Stall tactics bring shame on court
Delay is the time-honored refuge of lawyers who know they are holding a losing hand. But when ostensibly nonpartisan judges postpone justice for the sole purpose of advancing their own party's political interests, their actions invite contempt for the entire judicial process.
That's precisely what three Republican state Court of Appeals judges did Friday when they properly struck down a cynical challenge to the voter referendum on Michigan's controversial emergency manager law, but then delayed the ruling's implementation in a transparently political effort to frustrate the referendum campaign.
A group called Stand Up for Democracy collected more than 225,000 signatures for a citizens initiative that would overturn Public Act 4, which gives emergency managers appointed by the state vast new powers to administer distressed cities and school districts.
We've opposed efforts to repeal PA 4, but we're satisfied that those seeking a referendum on the law have met the legal requirements to place the issue before voters.
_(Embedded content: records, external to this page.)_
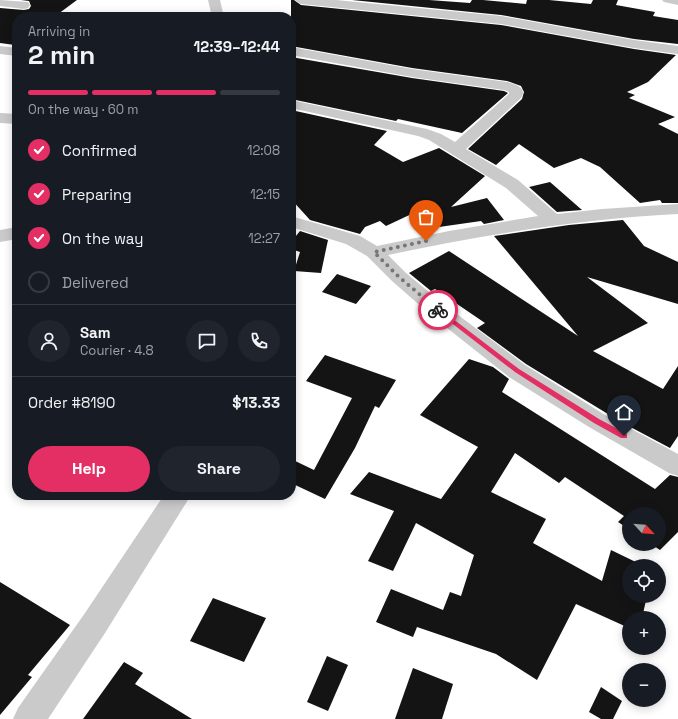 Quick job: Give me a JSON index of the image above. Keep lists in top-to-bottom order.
{
  "north": "bottom right",
  "page": {
    "heading": ["2 min", "Arriving in", "12:39–12:44"],
    "panel": [
      "Sam",
      "Courier · 4.8",
      "Order #8190",
      "$13.33"
    ],
    "bar": "On the way · 60 m",
    "list": [
      ["Confirmed", "12:08"],
      ["Preparing", "12:15"],
      ["On the way", "12:27"],
      "Delivered"
    ],
    "buttons": ["Help", "Share"],
    "map_buttons": ["+", "−"]
  }
}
So we were troubled when two Republicans on the state Board of Canvassers refused to certify the measure on the specious grounds that the typeface in which the petitions were printed failed to meet the legal type size prescribed by Michigan law.
Like Michigan Elections Director Chris Thomas, we were unpersuaded by the claim of Citizens for Fiscal Responsibility that the typeface two typographers certified was compliant with the 14-point standard was actually fractions of a millimeter too short.
Even more persuasive was the Court of Appeals own 2002 ruling that "all doubts as to technical deficiencies or failure to comply with the exact letter of procedural requirements" should be "resolved infavor of permitting people to vote and express their will on any proposal subject to election.
That's the precedent Republican Court of Appeals Judges Kurtis Wilder, Kirsten Frank Kelly and Michael Riordan reluctantly cited to reach the inescapable conclusion that the Board of Canvassers was bound to place the manager law on the November ballot.
But instead of simply applying the law, all three judges expressed the wish that they could ignore the inconvenient precedent and invited a larger panel of Court of Appeals judges to overturn it. So much for impartiality.
If those seeking to block the initiative think the law controlling the case is wrong, they should appeal to the state Supreme Court. The only point of creating an intermediate appellate hurdle is to frustrate the petitioners.The full Court of Appeals should waste no time in ordering the state to enforce the will of 225,000 Michiganders who've clearly signaled their desire for an up-or-down vote on PA 4. Respect for the rule of law will brook no more stall tactics.